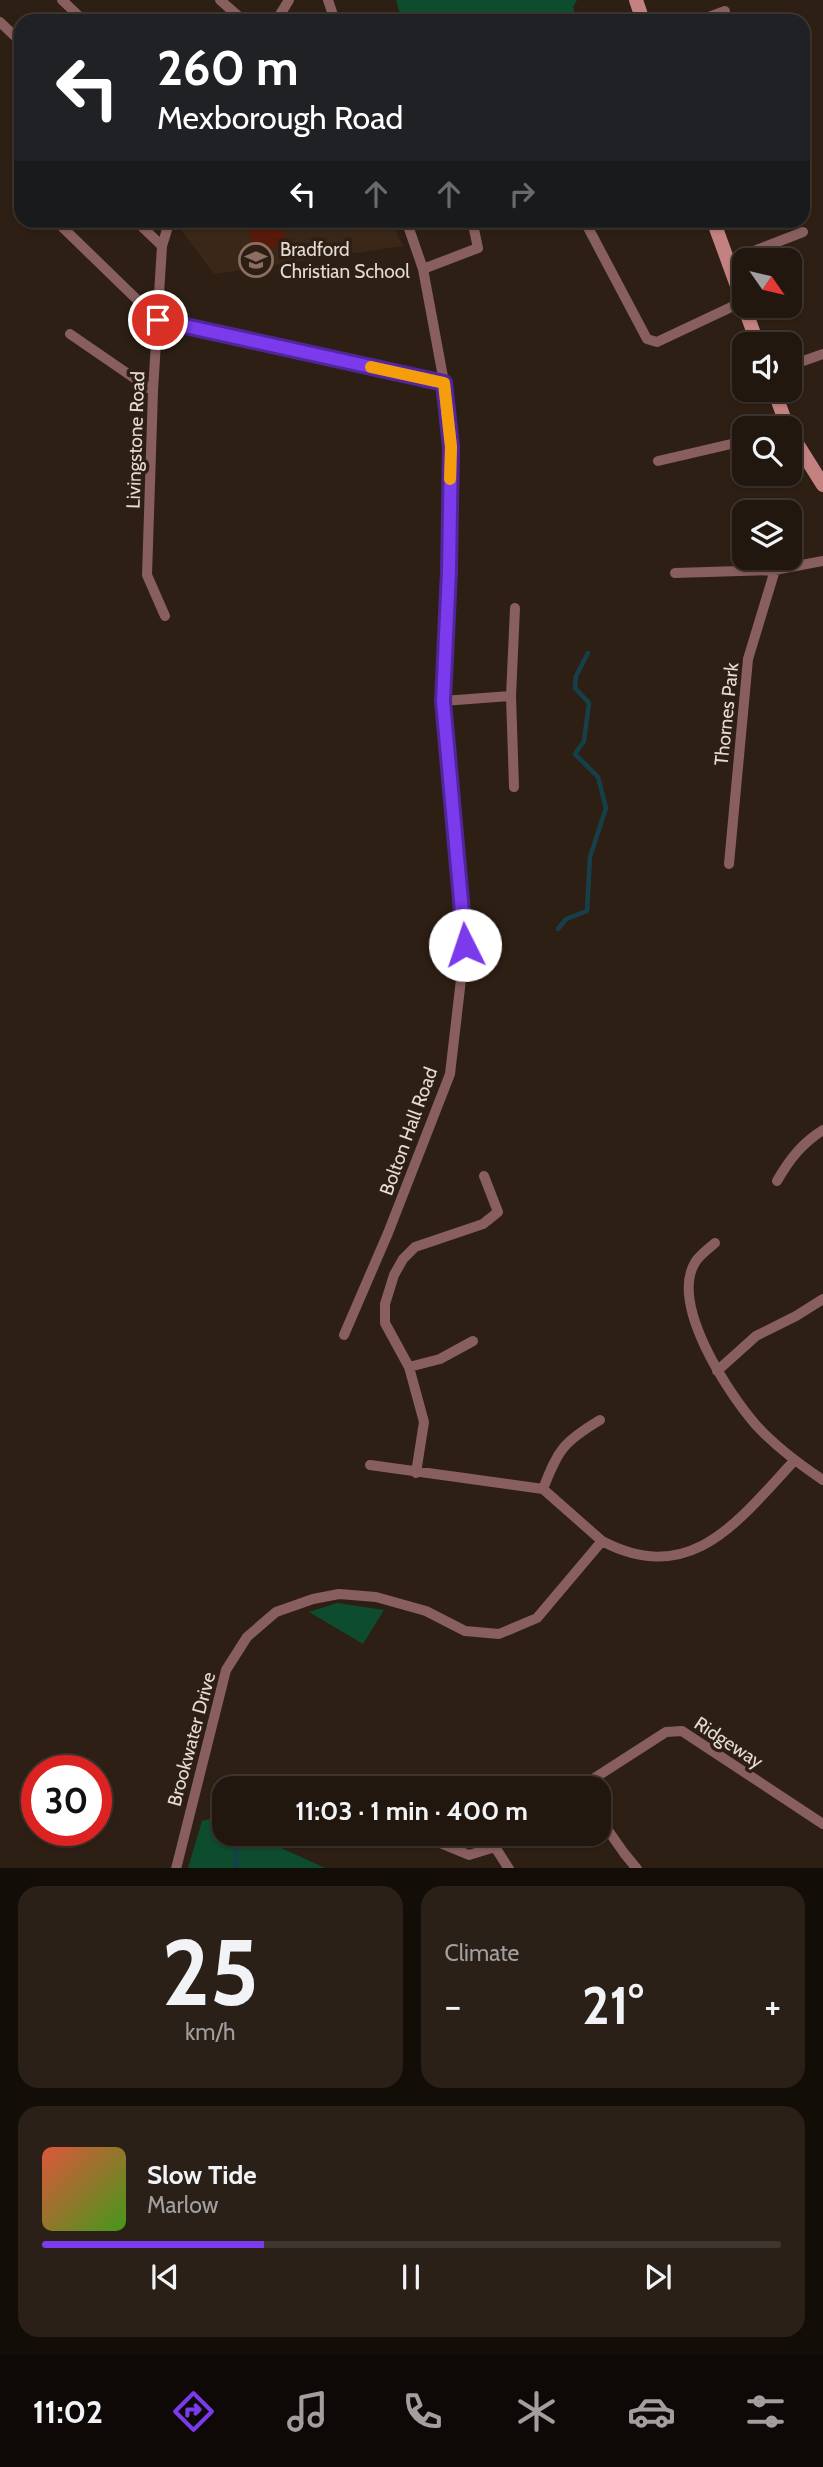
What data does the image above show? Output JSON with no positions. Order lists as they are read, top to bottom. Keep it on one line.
{"streets":{"street":["Livingstone Road","Thornes Park","Bolton Hall Road","Brookwater Drive","Ridgeway"]},"places":{"school or university":["Bradford Christian School"]},"north":"bottom right","page":{"turn":["260 m","Mexborough Road"],"limit":"30","trip":"11:03 · 1 min · 400 m","tile":[["25","km/h"],"Climate"],"heat":["−","21°","+"],"song":["Slow Tide","Marlow"],"tabs":"11:02"}}
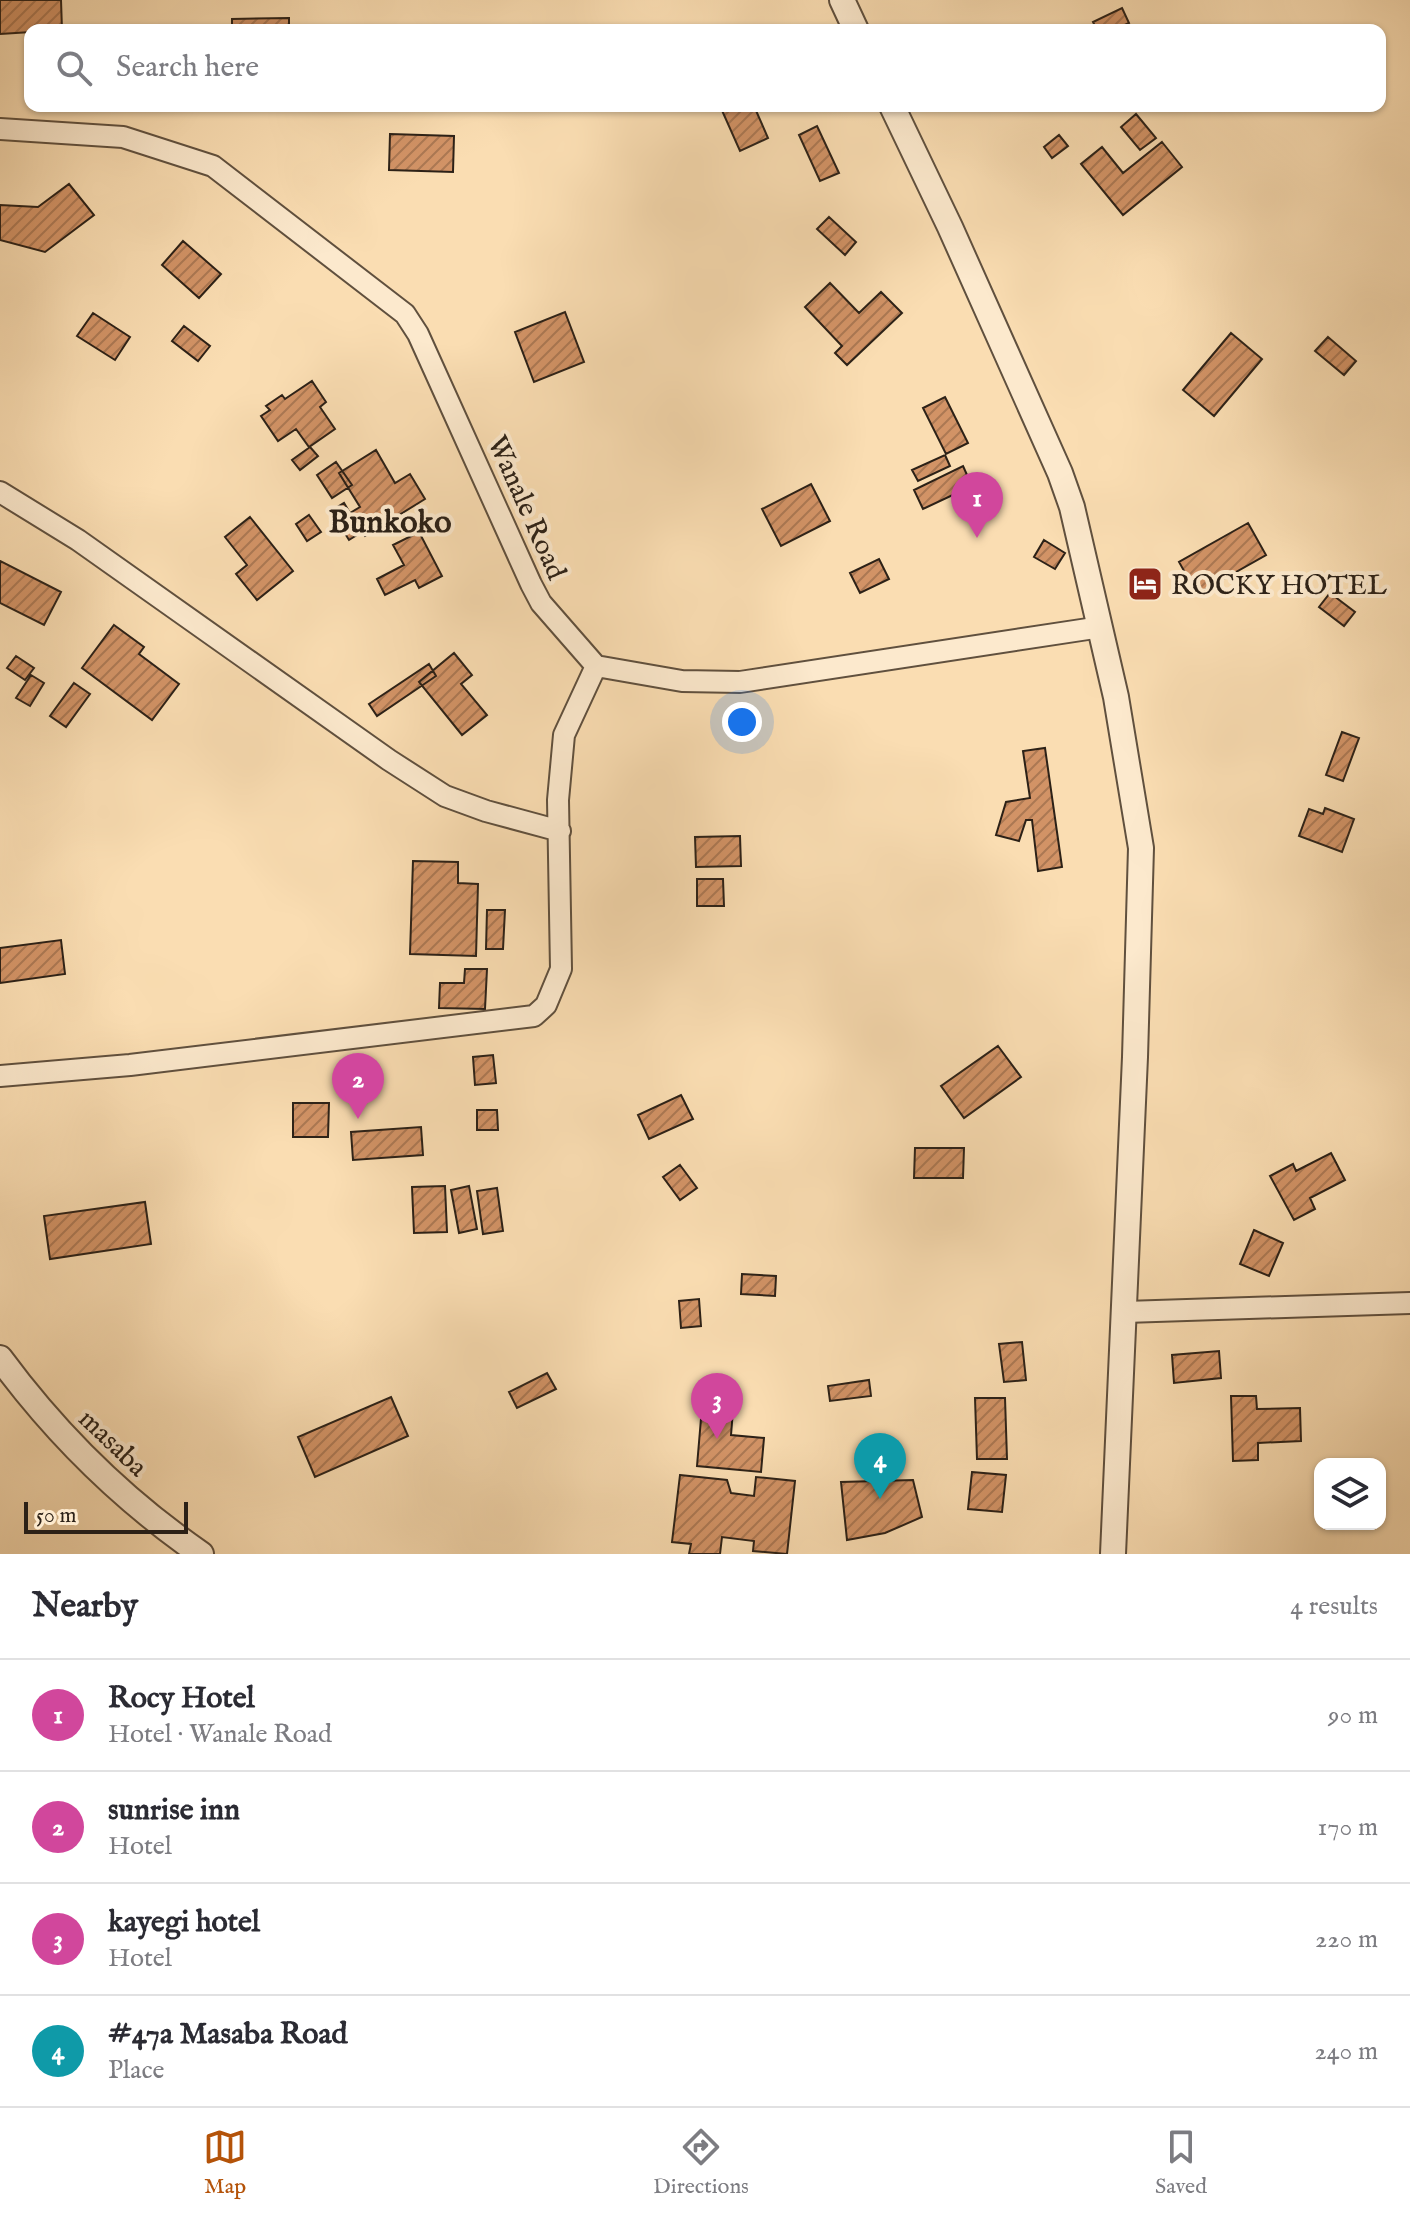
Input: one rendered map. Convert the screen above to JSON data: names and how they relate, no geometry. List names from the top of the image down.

Exercise instructions | Pictures are not part of the copy; transcribe the rest of the data verbatim.

Response to the exercise |
What data does the image above show? Output JSON with no positions. Order lists as they are read, top to bottom. Keep it on one line.
{"streets":{"street":["Livingstone Road","Thornes Park","Bolton Hall Road","Brookwater Drive","Ridgeway"]},"places":{"school or university":["Bradford Christian School"]},"north":"bottom right","page":{"turn":["260 m","Mexborough Road"],"limit":"30","trip":"11:03 · 1 min · 400 m","tile":[["25","km/h"],"Climate"],"heat":["−","21°","+"],"song":["Slow Tide","Marlow"],"tabs":"11:02"}}
Input: one rendered map. Convert the screen above to JSON data: names and how they relate, no geometry. List names from the top of the image down.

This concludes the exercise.